Problem statement:
Every record below must be retyped exactly, with the pictures left out.

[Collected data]
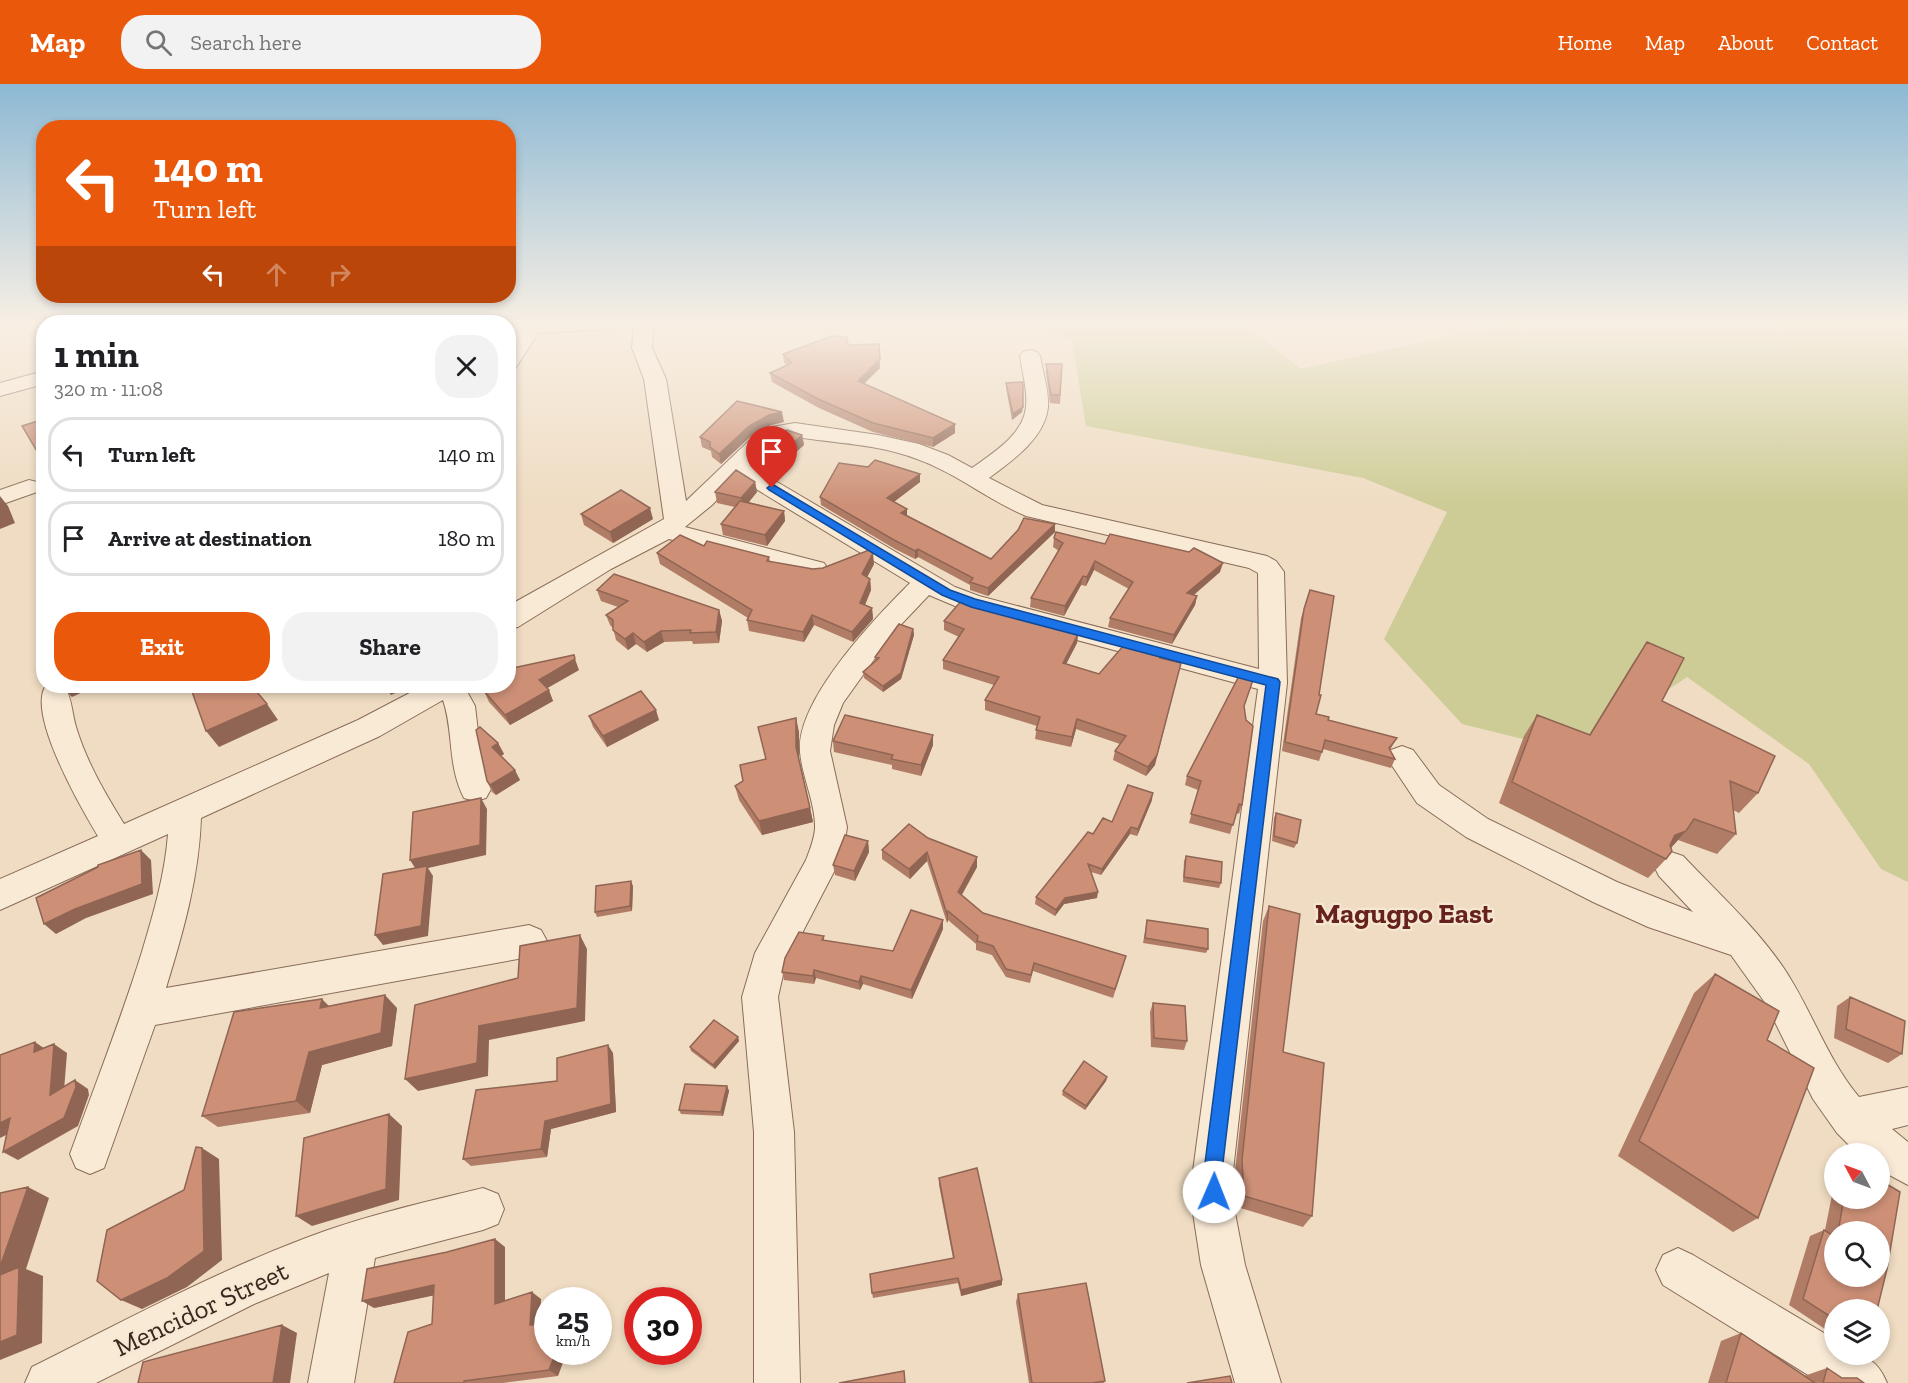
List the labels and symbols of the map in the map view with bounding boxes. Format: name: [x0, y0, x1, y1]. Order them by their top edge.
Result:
pin: [746, 426, 797, 488]
district label: Magugpo East: [1315, 897, 1494, 930]
north arrow: [1824, 1143, 1890, 1209]
position arrow: [1182, 1160, 1246, 1224]
street label: Mencidor Street: [109, 1255, 293, 1363]
speed limit sign: 30: [624, 1287, 702, 1365]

Task response:
List the labels and symbols of the map in the map view with bounding boxes. Format: name: [x0, y0, x1, y1]. Order them by their top edge.
Result:
pin: [746, 426, 797, 488]
district label: Magugpo East: [1315, 897, 1494, 930]
north arrow: [1824, 1143, 1890, 1209]
position arrow: [1182, 1160, 1246, 1224]
street label: Mencidor Street: [109, 1255, 293, 1363]
speed limit sign: 30: [624, 1287, 702, 1365]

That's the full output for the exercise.